(Your instructions) For the entries below, say how many lines include the word "column" and add nothing else.
== Segment start ==
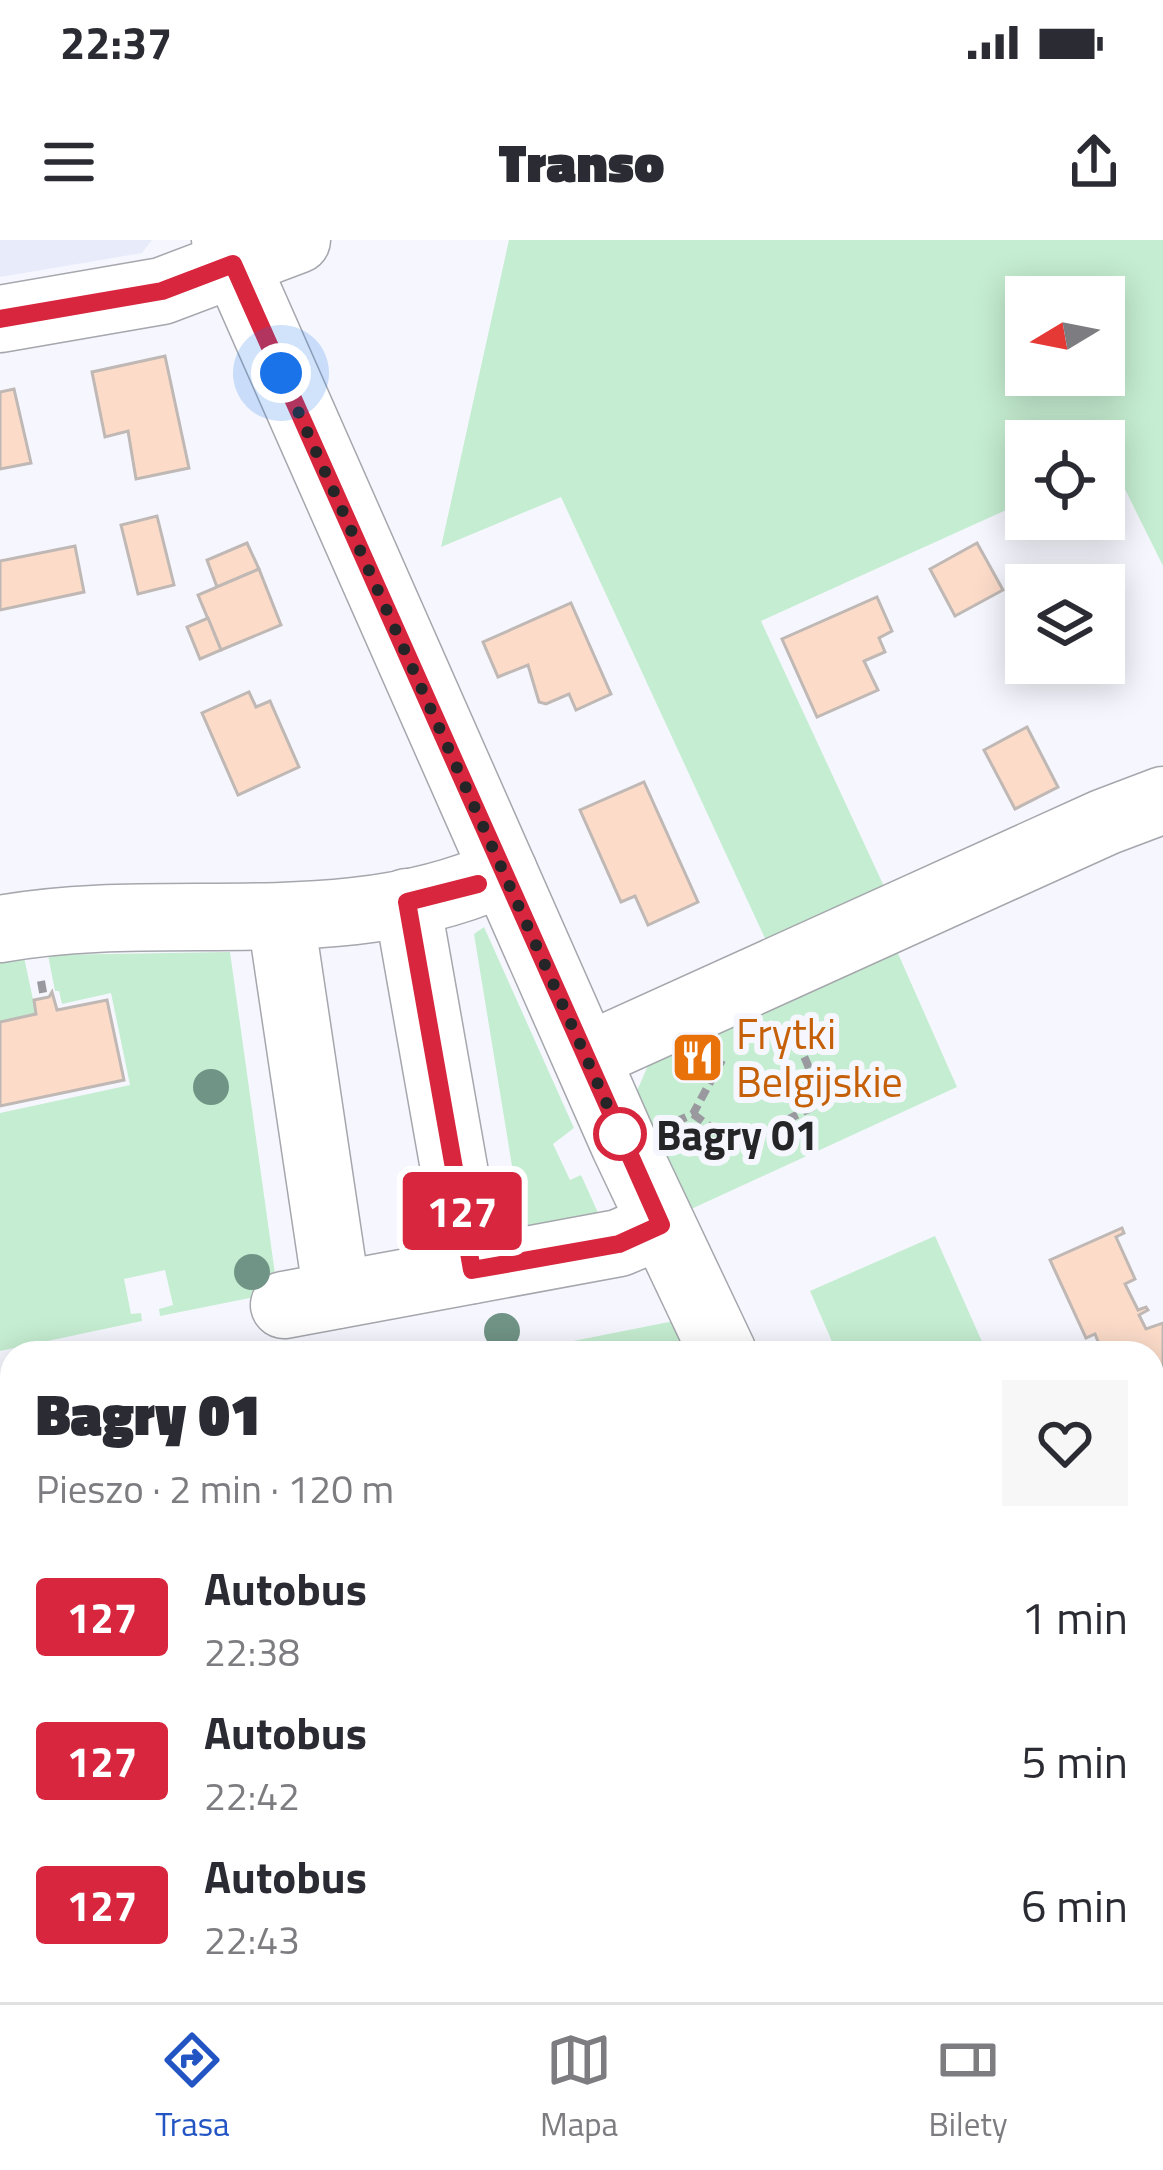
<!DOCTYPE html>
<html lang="pl">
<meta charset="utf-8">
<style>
:root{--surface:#fff;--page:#f7f7f7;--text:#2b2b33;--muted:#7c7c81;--line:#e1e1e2;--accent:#2255c3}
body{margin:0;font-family:"Titillium Web",sans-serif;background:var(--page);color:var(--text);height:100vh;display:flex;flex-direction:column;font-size:45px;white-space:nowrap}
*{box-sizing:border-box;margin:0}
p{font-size:39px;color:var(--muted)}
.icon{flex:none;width:66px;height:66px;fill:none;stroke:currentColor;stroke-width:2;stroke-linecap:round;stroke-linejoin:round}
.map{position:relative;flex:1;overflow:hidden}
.panel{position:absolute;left:0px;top:1101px;width:1164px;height:663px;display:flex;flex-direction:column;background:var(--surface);border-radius:36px 36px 0 0;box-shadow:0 6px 30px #0003}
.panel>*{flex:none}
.badge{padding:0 24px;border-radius:9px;font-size:42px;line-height:78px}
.needle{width:78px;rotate:260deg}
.fabs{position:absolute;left:1005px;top:36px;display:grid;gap:24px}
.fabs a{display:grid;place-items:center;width:120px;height:120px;border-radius:0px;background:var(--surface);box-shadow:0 6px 30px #0003;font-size:60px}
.you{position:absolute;width:60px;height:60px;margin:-30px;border:9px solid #fff;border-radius:50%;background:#1a73e8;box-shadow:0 0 0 18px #1a73e833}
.map>.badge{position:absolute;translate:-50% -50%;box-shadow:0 0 0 6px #fff}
.round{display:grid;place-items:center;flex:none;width:126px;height:126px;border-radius:0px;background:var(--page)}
.headline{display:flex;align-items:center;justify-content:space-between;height:204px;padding:0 36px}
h1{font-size:57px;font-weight:800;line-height:90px}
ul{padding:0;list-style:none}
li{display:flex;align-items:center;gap:36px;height:144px;padding:0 36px}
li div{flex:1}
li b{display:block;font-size:45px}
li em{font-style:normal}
li .badge{min-width:132px;font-weight:700;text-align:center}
.status{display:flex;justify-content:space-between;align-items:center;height:84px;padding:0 60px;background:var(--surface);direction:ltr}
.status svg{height:33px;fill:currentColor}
header{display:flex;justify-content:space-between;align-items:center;height:156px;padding:0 36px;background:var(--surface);font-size:54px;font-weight:800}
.tabs{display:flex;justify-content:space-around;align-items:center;height:168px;border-top:3px solid var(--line);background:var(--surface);font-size:33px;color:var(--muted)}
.tabs a{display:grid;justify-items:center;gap:6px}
.tabs .active{color:var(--accent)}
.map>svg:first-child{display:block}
</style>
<div class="status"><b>22:37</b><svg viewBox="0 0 49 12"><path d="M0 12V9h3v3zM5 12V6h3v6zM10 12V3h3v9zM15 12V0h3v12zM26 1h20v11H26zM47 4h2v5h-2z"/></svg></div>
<header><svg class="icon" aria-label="menu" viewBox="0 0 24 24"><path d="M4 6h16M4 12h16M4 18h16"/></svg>Transo<svg class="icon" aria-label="share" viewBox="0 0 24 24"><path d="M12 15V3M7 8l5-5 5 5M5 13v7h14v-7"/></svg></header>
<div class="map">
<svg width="1163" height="1762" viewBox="0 0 1163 1762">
<rect width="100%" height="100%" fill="#f6f7fe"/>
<polygon fill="#e8ebf9" points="0,0 152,0 142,13 0,37"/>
<g fill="#c5edd1" fill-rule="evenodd">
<path d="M509,0H1163V326L1111,221L1104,224V201H1026V261L761,381L888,655L769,707L561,257L441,307ZM1026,57H1104V135H1026Z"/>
<polygon points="484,687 574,888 553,904 570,940 581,935 604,986 524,999 474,694"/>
<polygon points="896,709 957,847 689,970 636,853 653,814"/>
<polygon points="230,712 276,1041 305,1047 160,1076 159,1069 173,1065 165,1030 124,1039 131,1074 141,1073 142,1081 0,1111 0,873 130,845 111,753 62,764 59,751 55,751 48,715"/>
<polygon points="24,717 36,774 0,782 0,723"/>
<polygon points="935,996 987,1113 837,1113 810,1051"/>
<polygon points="684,1079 700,1113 513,1113"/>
<polygon points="1163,1261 1163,1762 236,1762 239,1752 1152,1752 1152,1266"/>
</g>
<g fill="#f8eec8">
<polygon points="1163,1522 1163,1727 1152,1735 1152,1525"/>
<polygon points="667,1752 927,1752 942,1762 659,1762"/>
</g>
<g fill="#fcdbc9" stroke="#bfb8b5" stroke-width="3">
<polygon points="165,116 189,228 136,239 128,191 105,197 92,132"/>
<polygon points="14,149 31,223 0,229 0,152"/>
<polygon points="157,276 174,345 138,354 121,285"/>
<polygon points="247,303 259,329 217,347 207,320"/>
<polygon points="977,303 1003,350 955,376 930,329"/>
<polygon points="75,306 84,352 0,370 0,321"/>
<polygon points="259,329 281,385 221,410 198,355"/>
<polygon points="877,357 892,391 879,398 885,412 864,421 878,450 817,477 782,399"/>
<polygon points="571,363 611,454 576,470 569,454 546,464 539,462 528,425 498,437 483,402"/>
<polygon points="208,378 221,410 200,419 187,387"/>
<polygon points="249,452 256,467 270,461 299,527 238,555 202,473"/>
<polygon points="1027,487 1058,547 1015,569 984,510"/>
<polygon points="644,542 698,662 648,685 635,656 621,662 580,570"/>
<polygon points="52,752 57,770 107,760 124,840 0,866 0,782 36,774 34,760 49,757"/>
<polygon points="1122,988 1124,993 1116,997 1135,1039 1125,1044 1138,1070 1146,1067 1148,1070 1139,1075 1146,1089 1163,1083 1163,1150 1152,1154 1152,1113 1096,1113 1101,1109 1095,1094 1086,1098 1050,1020"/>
<polygon points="12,1193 12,1276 0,1279 0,1196"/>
<polygon points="44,1752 153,1752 146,1762 37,1762"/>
</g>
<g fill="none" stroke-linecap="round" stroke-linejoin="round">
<defs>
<g id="minor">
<polyline points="225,0 624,904 723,1113"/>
<polyline points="0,79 162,51 297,0"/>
<polyline points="407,662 472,1030"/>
<polyline points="281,679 337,1055"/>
<path d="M0,689C166,659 345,705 504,632"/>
<polyline points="586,817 1105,582 1163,560"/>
<polyline points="284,1065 619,1003 661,985"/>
<polyline points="1152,1231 1163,1226"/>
<polyline points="0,1416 12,1413"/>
</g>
</defs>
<use href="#minor" stroke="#a5a7ad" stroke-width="69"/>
<g stroke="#99999f" stroke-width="8" stroke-dasharray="12 6" stroke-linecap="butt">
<polyline points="41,741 44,758"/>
<path d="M693,874L731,902H742L815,866L819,856C810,835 804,798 779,794"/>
<polyline points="675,882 693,874 722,820"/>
<polyline points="96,1103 98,1113"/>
<polyline points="0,1487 12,1485"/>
<polyline points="1152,1494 1163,1490"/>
<polyline points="1152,1541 1163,1538"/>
<polyline points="0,1547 12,1544"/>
<polyline points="0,1599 12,1647"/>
<polyline points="941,1752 957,1762"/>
<polyline points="1004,1752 1008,1762"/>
<polyline points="16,1756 25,1762"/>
<polyline points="3,1762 12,1748"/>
<polyline points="221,1762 224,1752"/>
<polyline points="426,1762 430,1752"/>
<polyline points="636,1762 645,1752"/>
<polyline points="785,1762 804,1752"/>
</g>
<use href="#minor" stroke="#fff" stroke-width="66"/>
</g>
<g fill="#709486">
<circle cx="211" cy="847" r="18"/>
<circle cx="252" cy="1032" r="18"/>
<circle cx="502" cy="1091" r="18"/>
</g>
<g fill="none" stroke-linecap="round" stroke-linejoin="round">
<defs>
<polyline id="line" points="0,79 162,51 233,24 661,985 619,1004 472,1030 407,662 478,644"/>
</defs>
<use href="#line" stroke="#fff" stroke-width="27"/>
<use href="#line" stroke="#d7263d" stroke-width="18"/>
<polyline stroke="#252528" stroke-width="12" stroke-dasharray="0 21.6" points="281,133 622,898 620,894"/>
</g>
<defs>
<symbol id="restaurant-square" viewBox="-11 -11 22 22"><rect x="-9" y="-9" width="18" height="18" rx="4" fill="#e8710a" stroke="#f6f7fe"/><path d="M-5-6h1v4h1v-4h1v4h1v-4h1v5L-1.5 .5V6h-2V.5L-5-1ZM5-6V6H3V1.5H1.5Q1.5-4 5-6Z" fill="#fff"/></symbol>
</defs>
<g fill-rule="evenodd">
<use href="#restaurant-square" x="668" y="788" width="59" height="59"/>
</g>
<circle fill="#fff" stroke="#d7263d" stroke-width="6" cx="620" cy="894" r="24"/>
<g text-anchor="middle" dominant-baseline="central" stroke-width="12" stroke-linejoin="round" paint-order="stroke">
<g font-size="42" fill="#c56008" stroke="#f6f7fe" text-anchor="start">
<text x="736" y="793">Frytki<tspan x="736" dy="48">Belgijskie</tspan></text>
</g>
<g font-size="42" font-weight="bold" fill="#252528" stroke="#f6f7fe" text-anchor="start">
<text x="656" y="894">Bagry 01</text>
</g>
</g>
</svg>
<div class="fabs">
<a><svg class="needle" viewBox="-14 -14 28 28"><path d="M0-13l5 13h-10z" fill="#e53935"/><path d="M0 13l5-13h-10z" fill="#7c7c81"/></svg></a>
<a><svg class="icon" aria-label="locate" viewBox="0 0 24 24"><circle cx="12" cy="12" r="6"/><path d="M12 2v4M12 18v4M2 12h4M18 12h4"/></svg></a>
<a><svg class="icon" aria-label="layers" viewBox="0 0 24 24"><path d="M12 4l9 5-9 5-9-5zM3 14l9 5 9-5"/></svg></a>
</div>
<div class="you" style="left:281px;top:133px"></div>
<b class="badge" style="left:462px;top:971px;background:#d7263d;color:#fff">127</b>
<section class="panel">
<div class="headline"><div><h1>Bagry 01</h1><p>Pieszo · 2 min · 120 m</p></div><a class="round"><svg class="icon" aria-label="heart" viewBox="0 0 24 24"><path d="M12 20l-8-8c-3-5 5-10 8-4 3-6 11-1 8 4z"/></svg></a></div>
<ul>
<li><span class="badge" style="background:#d7263d;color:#fff">127</span><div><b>Autobus</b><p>22:38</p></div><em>1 min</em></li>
<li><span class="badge" style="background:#d7263d;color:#fff">127</span><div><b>Autobus</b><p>22:42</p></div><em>5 min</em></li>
<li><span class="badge" style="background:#d7263d;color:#fff">127</span><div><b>Autobus</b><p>22:43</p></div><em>6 min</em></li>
</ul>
</section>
</div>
<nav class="tabs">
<a class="active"><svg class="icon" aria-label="directions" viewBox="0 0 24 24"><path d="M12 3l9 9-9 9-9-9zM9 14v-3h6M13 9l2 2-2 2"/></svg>Trasa</a>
<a><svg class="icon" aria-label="map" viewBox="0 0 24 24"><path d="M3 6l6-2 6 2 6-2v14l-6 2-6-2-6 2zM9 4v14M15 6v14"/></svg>Mapa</a>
<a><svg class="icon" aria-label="tickets" viewBox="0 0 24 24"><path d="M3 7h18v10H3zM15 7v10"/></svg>Bilety</a>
</nav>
== Segment end ==
(Reply to the exercise) 2